Musique Action
Samedi 12 septembre 2020 - Centre Culturel André Malraux, Vandœuvre-lès-Nancy.
Première soirée en musique depuis une éternité. C’était il y a longtemps, avant. On parlait déjà d’un virus et d’une épidémie planétaire mais en ces temps reculés, on pouvait encore parler sans distance, se serrer la main, voire s’embrasser… Autant dire que même équipé d’un masque made in RPC, la perspective d’un concert est réjouissante.
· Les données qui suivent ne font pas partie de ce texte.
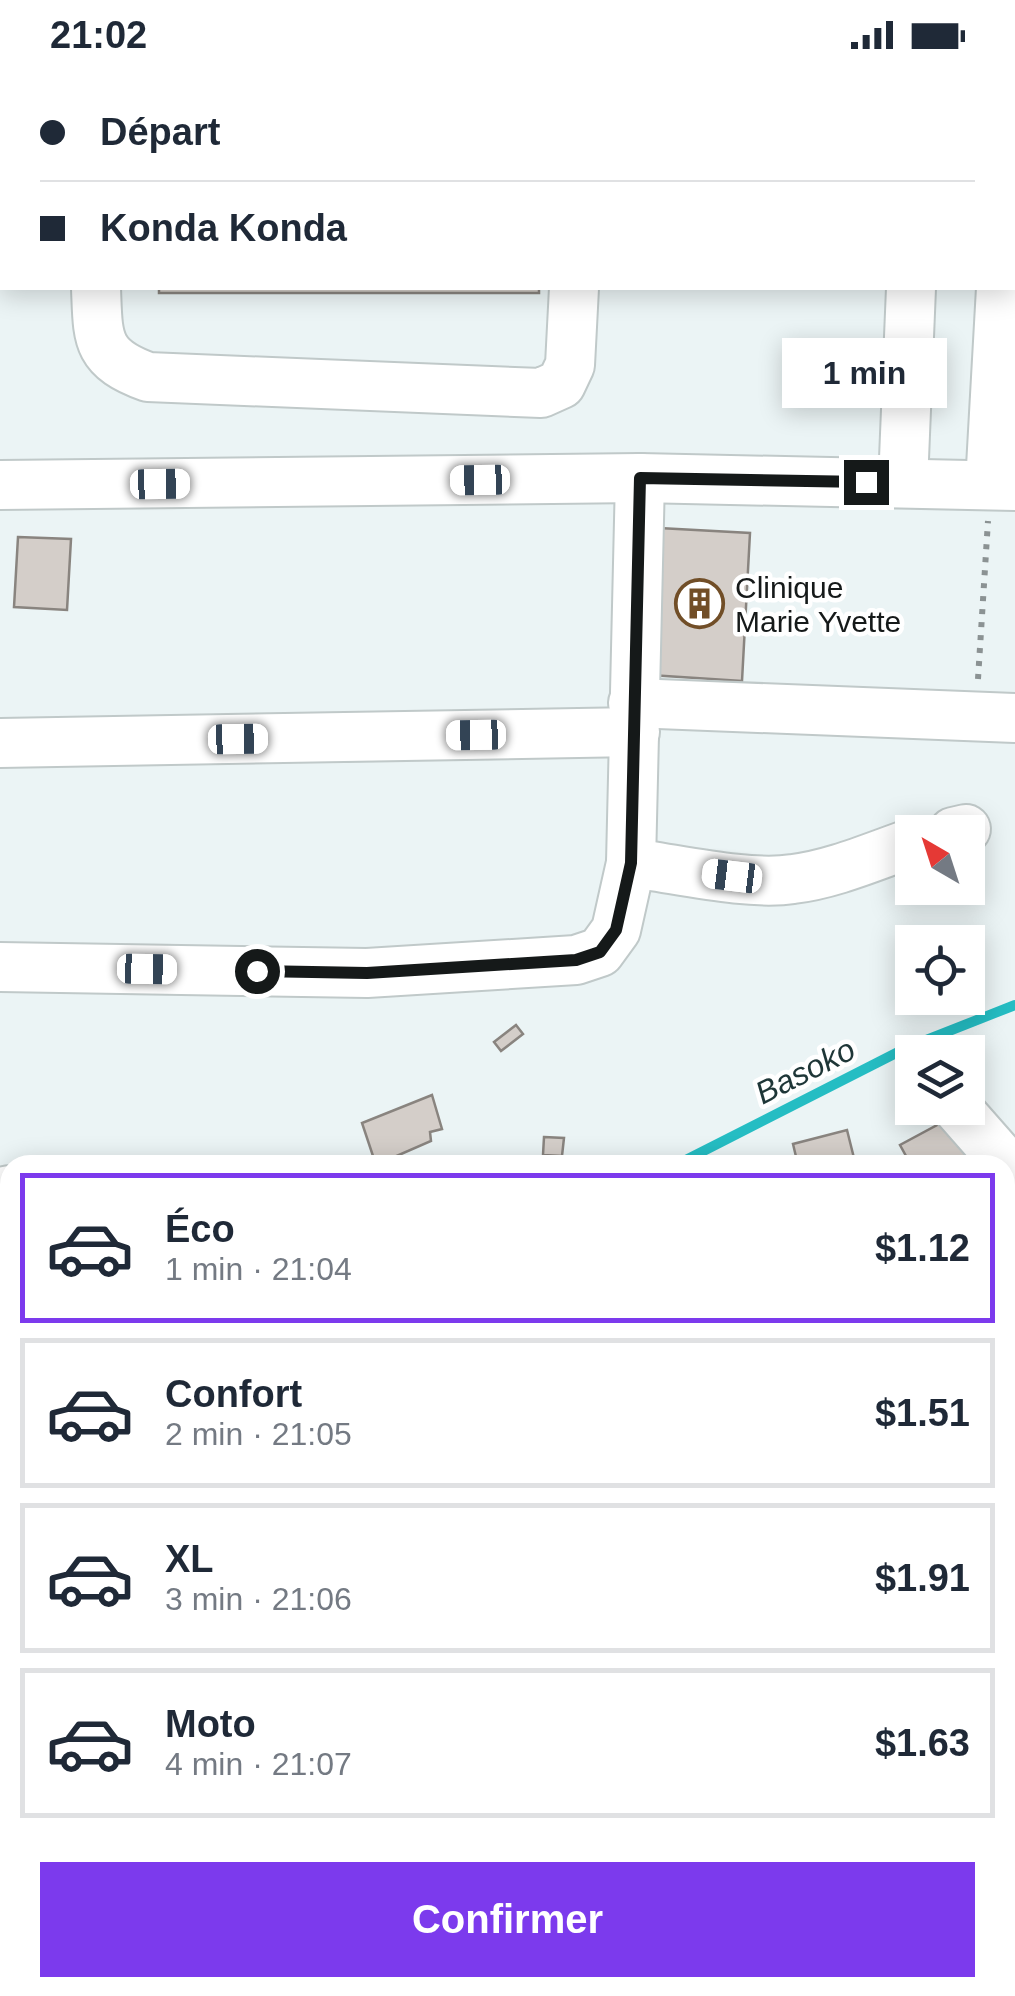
<!DOCTYPE html>
<html lang="fr">
<head>
<meta charset="utf-8">
<style>
	body { margin:0; font-family:Arial,sans-serif; background:#f6f6f7; color:#1f2937; height:100vh; display:flex; flex-direction:column; font-size:38px; white-space:nowrap }
	* { box-sizing:border-box; margin:0 }
	p { font-size:32px; color:#747a83 }
	.icon { flex:none; width:55px; height:55px; fill:none; stroke:currentColor; stroke-width:2; stroke-linecap:round; stroke-linejoin:round }
	.map { position:relative; flex:1; overflow:hidden }
	.sheet { position:absolute; left:0px; top:1085px; width:1015px; height:842px; display:flex; flex-direction:column; background:#fff; border-radius:30px 30px 0 0; box-shadow:0 5px 25px #0003 }
	.sheet>* { flex:none }
	.top-card { position:absolute; left:0px; top:0px; width:1015px; height:220px; box-shadow:0 5px 25px #0003; display:grid; align-content:center; height:220px; padding:0 40px; background:#fff }
	.needle { width:65px; rotate:321deg }
	.fabs { position:absolute; left:895px; top:745px; display:grid; gap:20px }
	.fabs a { display:grid; place-items:center; width:90px; height:90px; border-radius:0px; background:#fff; box-shadow:0 5px 25px #0003; font-size:50px }
	.end { position:absolute; width:45px; height:45px; margin:-22px; border:12px solid #151919; background:#fff; box-shadow:0 0 0 5px #fff }
	.from { border-radius:50% }
	.bubble { position:absolute; height:70px; border-radius:0px; background:#fff; box-shadow:0 5px 25px #0003; font-size:32px; font-weight:700; line-height:70px; text-align:center }
	.car { position:absolute; width:30px; height:60px; margin:-30px -15px; border-radius:12px; box-shadow:0 0 8px 2px #0007; background:linear-gradient(#fff 24%,#345 0 40%,#fff 0 76%,#345 0 86%,#fff 0) }
	.top-card b { display:flex; align-items:center; gap:35px; height:95px; font-size:38px }
	.top-card b+b { border-top:2px solid #e0e1e3 }
	.top-card i { width:25px; height:25px; background:#1f2937 }
	ul { padding:18px 0 0; list-style:none }
	li { display:flex; align-items:center; gap:30px; height:150px; margin:0 20px 15px; padding:0 20px; border:5px solid #e0e1e3; border-radius:0px }
	li div { flex:1 }
	li b { display:block; font-size:38px }
	li em { font-style:normal; font-weight:700 }
	li.current { border-color:#7c3aed }
	li>.icon { width:90px; height:90px; stroke-width:1.5 }
	.cta { display:flex; gap:20px; margin-top:auto; padding:20px 40px }
	.cta a { flex:1; height:115px; border-radius:0px; background:#7c3aed; color:#fff; font-size:40px; font-weight:700; line-height:115px; text-align:center }
	.status { display:flex; justify-content:space-between; align-items:center; height:70px; padding:0 50px; background:#fff; direction:ltr }
	.status svg { height:28px; fill:currentColor }
	.map>svg:first-child { display:block }
	.lines { fill:none; stroke-linecap:round; stroke-linejoin:round }
	.stream { stroke:#25bdc3; stroke-width:10 }
	.river { stroke:#25bdc3; stroke-width:60 }
	.building { fill:#d4cec9; stroke:#89847f; stroke-width:2.5 }
	.minor-casing { stroke:#c0c9c9; stroke-width:52 }
	.path { stroke:#8b9293; stroke-width:6; stroke-dasharray:5 8; stroke-linecap:butt }
	.minor { stroke:#fff; stroke-width:48 }
	.route { stroke:#151919; stroke-width:12 }
	.labels { text-anchor:middle; dominant-baseline:central; stroke-width:9; stroke-linejoin:round; paint-order:stroke }
	.poi-label { font-size:30px; fill:#151919; stroke:#fff; text-anchor:start }
	.water-label { font-size:32px; font-style:italic; fill:#1e3637; stroke:#fff }
</style>
</head>
<body>
<div class="status"><b>21:02</b><svg viewBox="0 0 49 12"><path d="M0 12V9h3v3zM5 12V6h3v6zM10 12V3h3v9zM15 12V0h3v12zM26 1h20v11H26zM47 4h2v5h-2z"/></svg></div>
<div class="map">
<svg width="1015" height="1926" viewBox="0 0 1015 1926">
	<rect width="100%" height="100%" fill="#ebf4f5"/>
	<g class="lines">
		<g class="stream">
			<polyline points="676,1095 906,978 1015,935"/>
			<polyline points="1005,1352 1015,1360"/>
		</g>
		<polyline class="river" points="0,1529 10,1523"/>
	</g>
	<g class="building">
		<polygon points="161,0 487,0 161,2"/>
		<polygon points="625,0 784,0 625,2"/>
		<rect x="159" y="218" width="380" height="5"/>
		<polygon points="659,458 750,463 742,611 650,605"/>
		<polygon points="18,467 71,469 67,540 14,537"/>
		<polygon points="516,955 523,964 501,981 494,972"/>
		<polygon points="432,1025 442,1059 430,1062 431,1071 376,1095 362,1053"/>
		<polygon points="954,1046 980,1095 911,1095 900,1075"/>
		<polygon points="847,1060 855,1092 798,1095 793,1074"/>
		<polygon points="544,1067 564,1068 562,1086 543,1085"/>
		<polygon points="1005,1176 1015,1186 1015,1211 1005,1220"/>
		<polygon points="10,1306 10,1381 6,1382 0,1359 0,1308"/>
		<polygon points="490,1918 540,1918 553,1926 485,1926"/>
		<polygon points="574,1918 607,1918 602,1926 579,1926 571,1922"/>
		<polygon points="936,1918 968,1918 972,1926 940,1926"/>
	</g>
	<g class="lines">
		<defs>
			<g id="minor">
				<polyline points="854,0 856,2"/>
				<polyline points="95,2 95,0"/>
				<polyline points="578,2 578,0"/>
				<polyline points="929,2 930,0"/>
				<polyline points="1012,94 1015,73"/>
				<polyline points="0,114 2,114"/>
				<path d="M96 218C98 268 95 288 148 307L541 323 561 314 570 295 574 218"/>
				<polyline points="903,413 911,218"/>
				<polyline points="0,415 640,408 1015,416"/>
				<polyline points="990,415 1001,218"/>
				<polyline points="633,633 1015,648"/>
				<polyline points="0,673 635,662"/>
				<polyline points="953,762 966,759"/>
				<path d="M631 793C678 799 748 816 793 809 834 804 874 786 912 773"/>
				<polyline points="0,897 367,903 576,890 600,882 616,860 631,793 640,408"/>
				<polyline points="957,1038 1015,1104"/>
				<polyline points="0,1122 10,1120"/>
				<polyline points="0,1243 10,1241"/>
				<polyline points="663,1918 676,1926"/>
				<polyline points="355,1926 368,1918"/>
			</g>
		</defs>
		<use href="#minor" class="minor-casing"/>
		<polyline class="path" points="978,609 988,451"/>
		<use href="#minor" class="minor"/>
	</g>
	<g class="lines">
		<polyline class="route" points="257,901 367,903 576,890 600,882 616,860 631,793 640,408 866,412"/>
	</g>
	<defs>
		<symbol id="building-ring" viewBox="-11 -11 22 22"><circle r="9.5" fill="#fff" stroke="#714e27" stroke-width="1.5"/><path d="M-4-6H4V6H1V3H-1V6H-4ZM-2.5-4.3h1.7v1.8h-1.7ZM.8-4.3h1.7v1.8H.8ZM-2.5-1h1.7V.8h-1.7ZM.8-1h1.7V.8H.8Z" fill="#714e27"/></symbol>
	</defs>
	<g fill-rule="evenodd">
		<use href="#building-ring" x="672" y="506" width="55" height="55"/>
	</g>
	<g class="labels">
		<g class="poi-label">
			<text x="735" y="517">Clinique<tspan x="735" dy="34">Marie Yvette</tspan></text>
		</g>
		<g class="water-label">
			<text transform="translate(805 1001) rotate(-27)">Basoko</text>
		</g>
	</g>
</svg>
<div class="fabs">
<a><svg class="needle" viewBox="-14 -14 28 28"><path d="M0-13l5 13h-10z" fill="#e53935"/><path d="M0 13l5-13h-10z" fill="#747a83"/></svg></a>
<a><svg class="icon" aria-label="locate" viewBox="0 0 24 24"><circle cx="12" cy="12" r="6"/><path d="M12 2v4M12 18v4M2 12h4M18 12h4"/></svg></a>
<a><svg class="icon" aria-label="layers" viewBox="0 0 24 24"><path d="M12 4l9 5-9 5-9-5zM3 14l9 5 9-5"/></svg></a>
</div>
<i class="end from" style="left:257px;top:901px"></i>
<i class="end" style="left:866px;top:412px"></i>
<div class="bubble" style="left:782px;top:268px;width:165px">1 min</div>
<i class="car" style="left:480px;top:410px;rotate:269deg"></i>
<i class="car" style="left:160px;top:414px;rotate:89deg"></i>
<i class="car" style="left:476px;top:665px;rotate:269deg"></i>
<i class="car" style="left:238px;top:669px;rotate:89deg"></i>
<i class="car" style="left:732px;top:806px;rotate:277deg"></i>
<i class="car" style="left:147px;top:899px;rotate:91deg"></i>
<div class="top-card">
<b><i class="from"></i>Départ</b>
<b><i></i>Konda Konda</b>
</div>
<section class="sheet">
<ul>
<li class="current"><svg class="icon" aria-label="car" viewBox="0 0 24 24"><path d="M5 17H2v-5l4-1 3-4h7l3 4 3 1v5h-3M9 17h6M6 11h13"/><circle cx="7" cy="17" r="2"/><circle cx="17" cy="17" r="2"/></svg><div><b>Éco</b><p>1 min · 21:04</p></div><em>$1.12</em></li>
<li><svg class="icon" aria-label="car" viewBox="0 0 24 24"><path d="M5 17H2v-5l4-1 3-4h7l3 4 3 1v5h-3M9 17h6M6 11h13"/><circle cx="7" cy="17" r="2"/><circle cx="17" cy="17" r="2"/></svg><div><b>Confort</b><p>2 min · 21:05</p></div><em>$1.51</em></li>
<li><svg class="icon" aria-label="car" viewBox="0 0 24 24"><path d="M5 17H2v-5l4-1 3-4h7l3 4 3 1v5h-3M9 17h6M6 11h13"/><circle cx="7" cy="17" r="2"/><circle cx="17" cy="17" r="2"/></svg><div><b>XL</b><p>3 min · 21:06</p></div><em>$1.91</em></li>
<li><svg class="icon" aria-label="car" viewBox="0 0 24 24"><path d="M5 17H2v-5l4-1 3-4h7l3 4 3 1v5h-3M9 17h6M6 11h13"/><circle cx="7" cy="17" r="2"/><circle cx="17" cy="17" r="2"/></svg><div><b>Moto</b><p>4 min · 21:07</p></div><em>$1.63</em></li>
</ul>
<div class="cta"><a>Confirmer</a></div>
</section>
</div>
</body>
</html>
Il faut pour commencer saluer l’énergie déployée par Olivier Perry et toute l’équipe du Centre Culturel André Malraux de Vandœuvre-lès-Nancy qui ont mis en place une « session de rattrapage » du festival Musique Action, après son annulation au mois de mai dernier pour cause de pandémie. Soit une soirée et trois concerts caractérisés par ce qu’on pourrait qualifier de cohérence dans l’éclectisme.
Nick Bärtsch et les percussions de Strasbourg - Photo @ ID-B
Tout a commencé avec le Suisse Nick Bärtsch et les Percussions de Strasbourg, venus présenter leur programme Shaker Kami. Entre élans rythmiques aux couleurs sérielles et musique minimaliste dans les entrelacements de laquelle on discerne l’influence de Steve Reich par instants, les cinq musiciens sur scène ont conquis un public certes masqué mais captivé par un ensemble à la précision étourdissante, dans une tension maintenue du début à la fin.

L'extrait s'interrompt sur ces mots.